Online Gambling in the United States: A Hit or a Miss?



Are Americans allowed to gamble online? Yes. However, this has been a burning issue with most Americans since the promulgation of the UIGEA (Unlawful Internet Gambling Enforcement Act).

What is the UIGEA? It was enacted by the U.S Congress in 2006. The UIGEA prohibits financial institutions, such as banks or credit card companies to process online betting transactions. This includes electronic fund transfers (EFTs), wire transfers (Western Union) and credit cards. As a result many credible financial institutions left the US market.

Thousands of Americans wager online. Although it is not fully regulated in the United States, states like Delaware, Nevada and New Jersey have taken the plunge and regulated it albeit on a small scale. Hopefully other states will follow soon.
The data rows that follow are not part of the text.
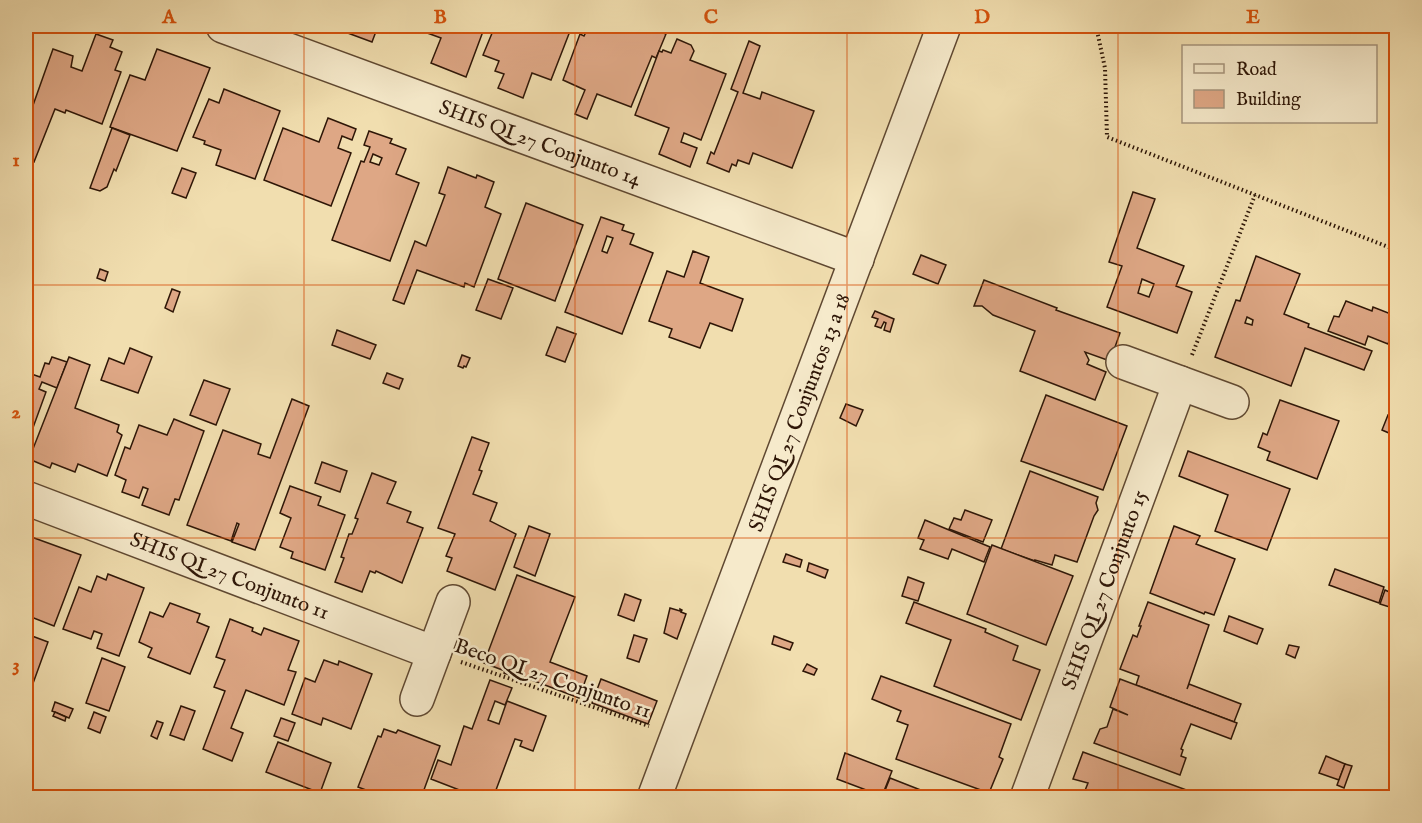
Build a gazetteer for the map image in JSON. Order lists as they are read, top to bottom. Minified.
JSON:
{"streets":{"street":["SHIS QI 27 Conjunto 14","SHIS QI 27 Conjuntos 13 a 18","SHIS QI 27 Conjunto 11","SHIS QI 27 Conjunto 15"],"path":["Beco QI 27 Conjunto 11"]},"crossings":[["SHIS QI 27 Conjunto 14","SHIS QI 27 Conjuntos 13 a 18"],["SHIS QI 27 Conjunto 11","Beco QI 27 Conjunto 11"]],"legend":["Road","Building"],"grid":{"columns":["A","B","C","D","E"],"rows":["1","2","3"]}}
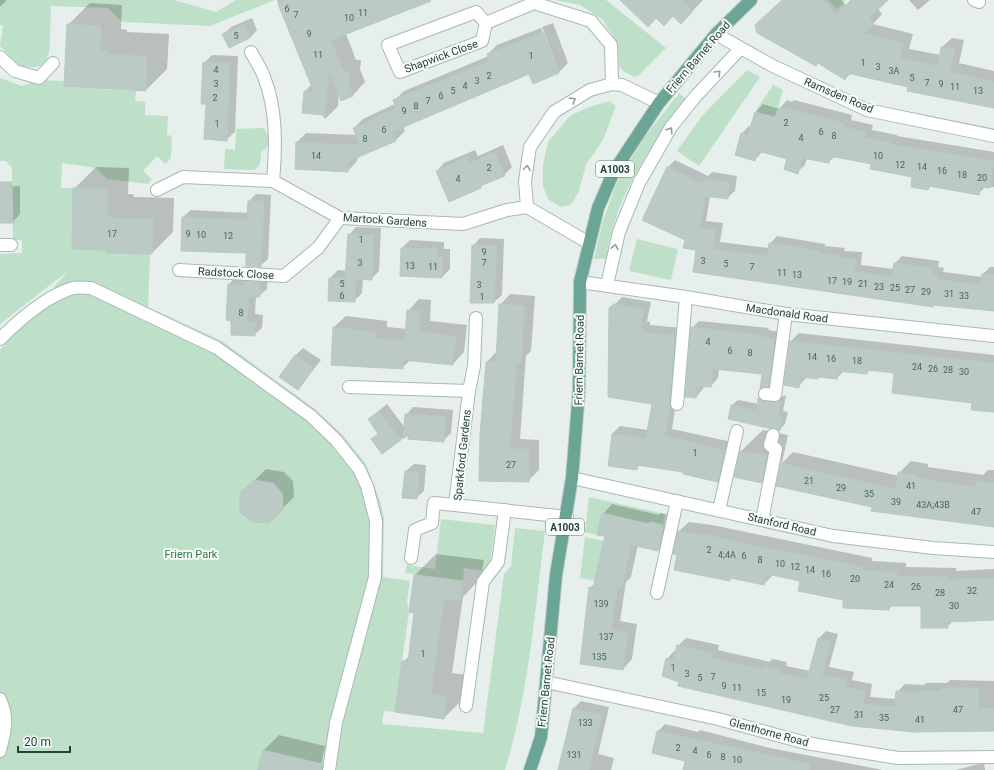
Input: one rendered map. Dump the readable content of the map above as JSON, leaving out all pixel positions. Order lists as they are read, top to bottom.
{
  "streets": {
    "main road": ["Friern Barnet Road", "A1003"],
    "street": [
      "Shapwick Close",
      "Ramsden Road",
      "Martock Gardens",
      "Radstock Close",
      "Macdonald Road",
      "Sparkford Gardens",
      "Stanford Road",
      "Glenthorne Road"
    ]
  },
  "crossings": [
    ["Friern Barnet Road", "Ramsden Road"],
    ["Friern Barnet Road", "Macdonald Road"],
    ["Friern Barnet Road", "Sparkford Gardens"],
    ["Friern Barnet Road", "Stanford Road"],
    ["Friern Barnet Road", "Glenthorne Road"],
    ["Martock Gardens", "Radstock Close"]
  ],
  "parks": ["Friern Park"],
  "house_numbers": [
    "6",
    "11",
    "7",
    "10",
    "9",
    "5",
    "11",
    "1",
    "1",
    "3",
    "4",
    "3A",
    "2",
    "5",
    "3",
    "7",
    "3",
    "9",
    "4",
    "11",
    "5",
    "13",
    "6",
    "2",
    "7",
    "8",
    "9",
    "2",
    "1",
    "6",
    "6",
    "8",
    "4",
    "8",
    "14",
    "10",
    "12",
    "14",
    "2",
    "16",
    "18",
    "20",
    "4",
    "17",
    "9",
    "10",
    "12",
    "1",
    "9",
    "3",
    "3",
    "7",
    "5",
    "13",
    "11",
    "7",
    "11",
    "13",
    "17",
    "19",
    "5",
    "21",
    "3",
    "23",
    "25",
    "27",
    "29",
    "31",
    "6",
    "33",
    "1",
    "8",
    "4",
    "6",
    "8",
    "14",
    "16",
    "18",
    "24",
    "26",
    "28",
    "30",
    "1",
    "27",
    "21",
    "41",
    "29",
    "35",
    "39",
    "43A;43B",
    "47",
    "2",
    "4;4A",
    "6",
    "8",
    "10",
    "12",
    "14",
    "16",
    "20",
    "24",
    "26",
    "32",
    "28",
    "139",
    "30",
    "137",
    "1",
    "135",
    "1",
    "3",
    "7",
    "5",
    "9",
    "11",
    "15",
    "25",
    "19",
    "27",
    "47",
    "31",
    "35",
    "41",
    "133",
    "2",
    "4",
    "131",
    "6",
    "8",
    "10"
  ],
  "scale_bar": "20 m"
}
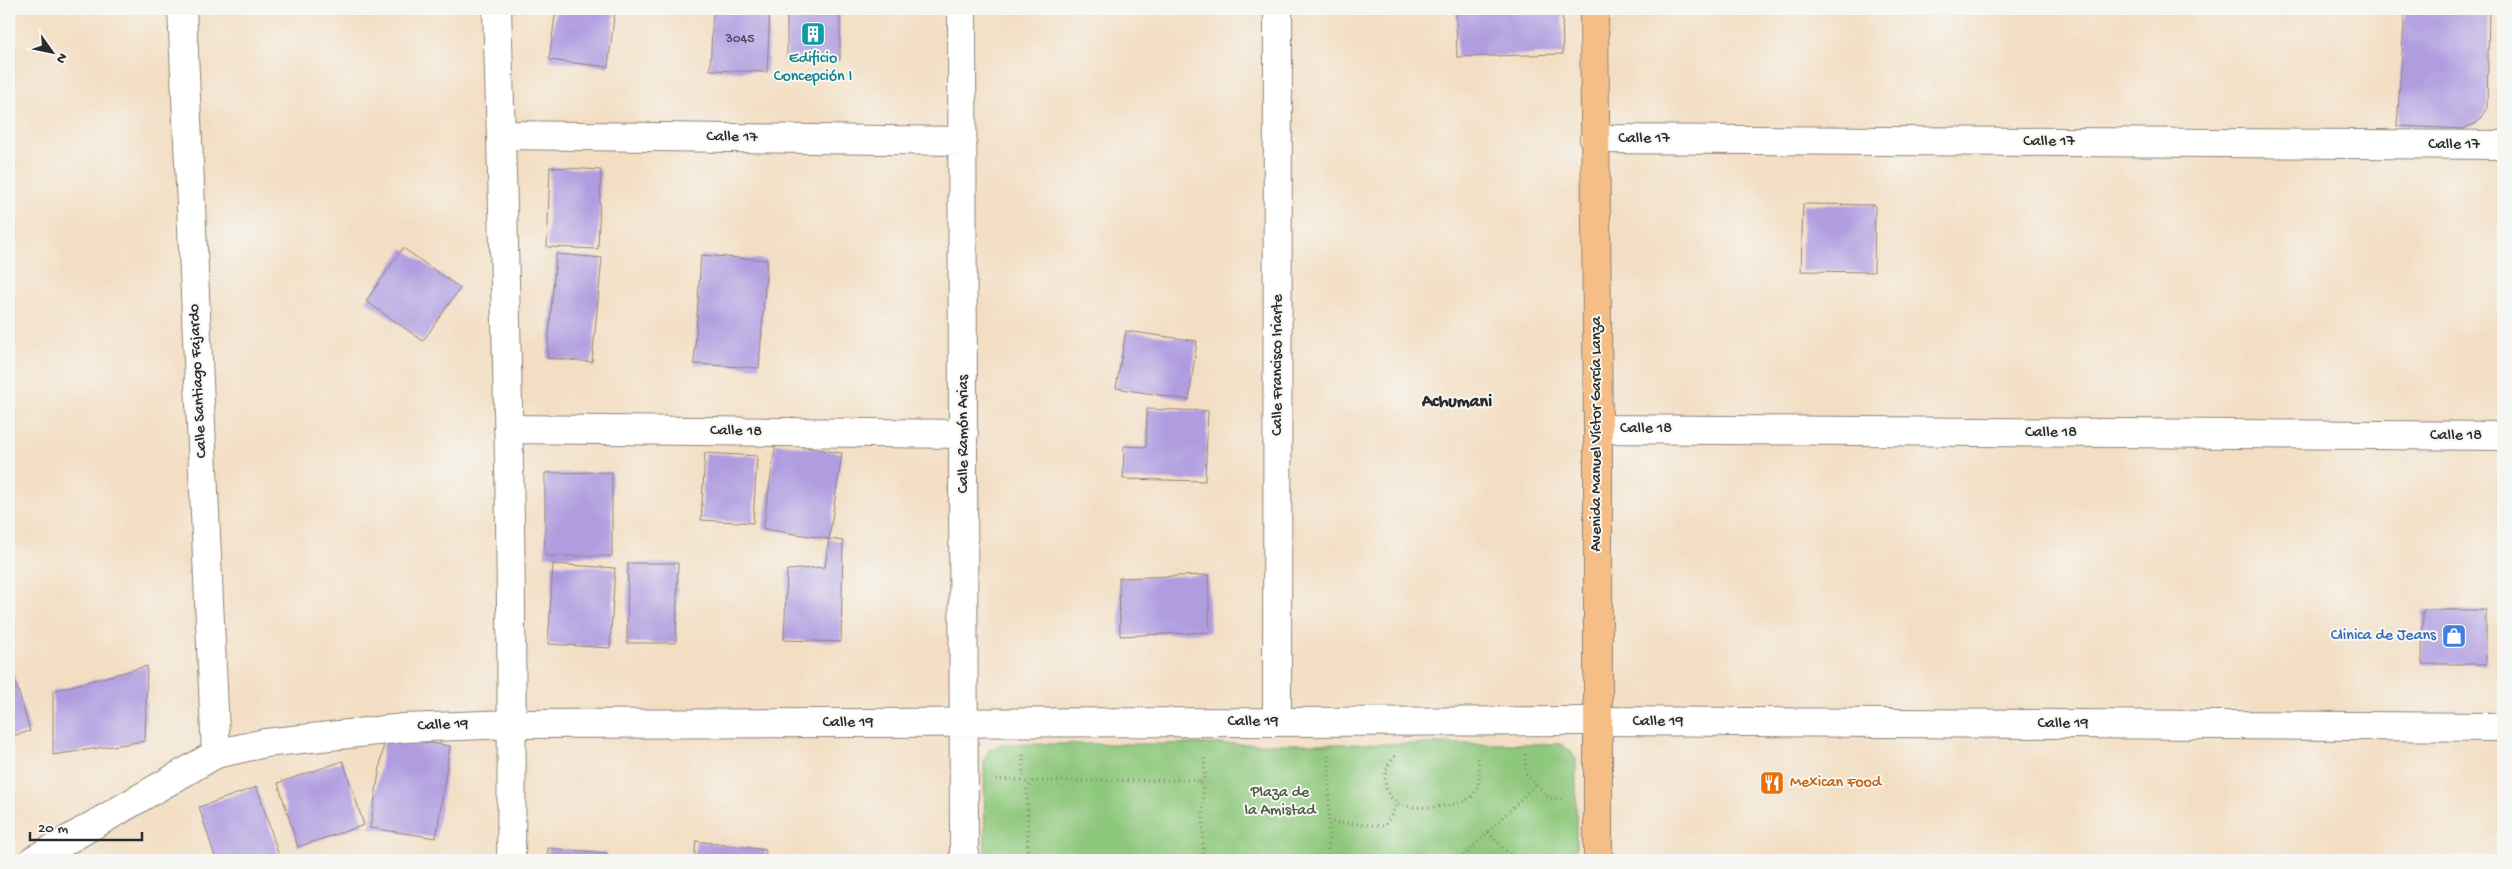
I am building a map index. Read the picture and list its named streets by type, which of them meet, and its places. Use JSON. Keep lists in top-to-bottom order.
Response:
{
  "streets": {
    "main road": ["Avenida Manuel Víctor García Lanza"],
    "street": [
      "Calle 17",
      "Calle Francisco Iriarte",
      "Calle Santiago Fajardo",
      "Calle 18",
      "Calle Ramón Arias",
      "Calle 19"
    ]
  },
  "crossings": [
    ["Calle 17", "Calle Ramón Arias"],
    ["Calle 17", "Avenida Manuel Víctor García Lanza"],
    ["Calle Francisco Iriarte", "Calle 19"],
    ["Calle Santiago Fajardo", "Calle 19"],
    ["Calle 18", "Calle Ramón Arias"],
    ["Calle 18", "Avenida Manuel Víctor García Lanza"],
    ["Calle Ramón Arias", "Calle 19"],
    ["Avenida Manuel Víctor García Lanza", "Calle 19"]
  ],
  "districts": ["Achumani"],
  "parks": ["Plaza de la Amistad"],
  "places": {
    "building": ["Edificio Concepción I"],
    "shop": ["Clinica de Jeans"],
    "restaurant": ["Mexican Food"]
  },
  "house_numbers": ["3045"],
  "scale_bar": "20 m",
  "north": "bottom right"
}
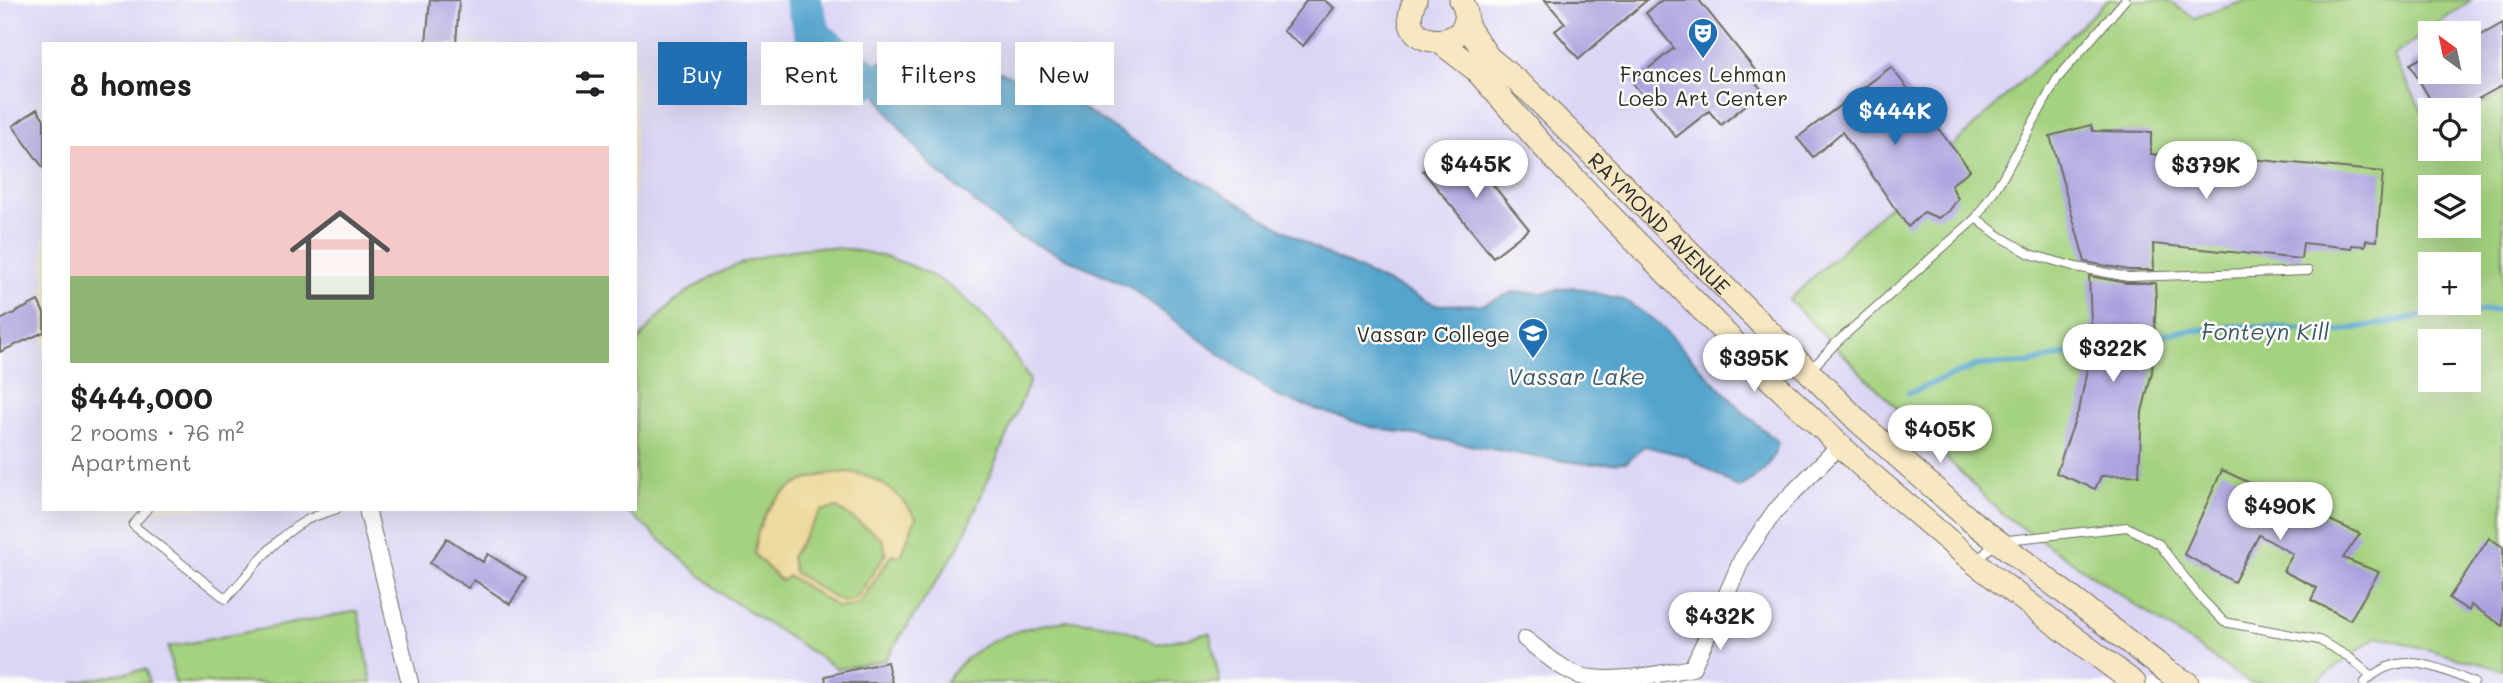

Online gambling is a multi-billion dollar industry and the U.S government knows it. Currently all the revenue gained from the U.S-based player is filling the coffers of offshore gaming sites and the jurisdictions they're licensed in. That's why the Federal Government said that it's up to individual states to legalize it. Online gambling legalization faces stern opposition from certain religious groups, and land-based casino tycoon Sheldon Adelson made no bones about it that he's not in favor of online gambling. Understandably so, because he sees it as a threat to his land-based casino empire.

In 2010, the Department of Justice stated that online gambling is not against the law only online sports betting. This statement set the wheels in motion and full regulation in the US is not seen as a pipeline dream anymore but a reality.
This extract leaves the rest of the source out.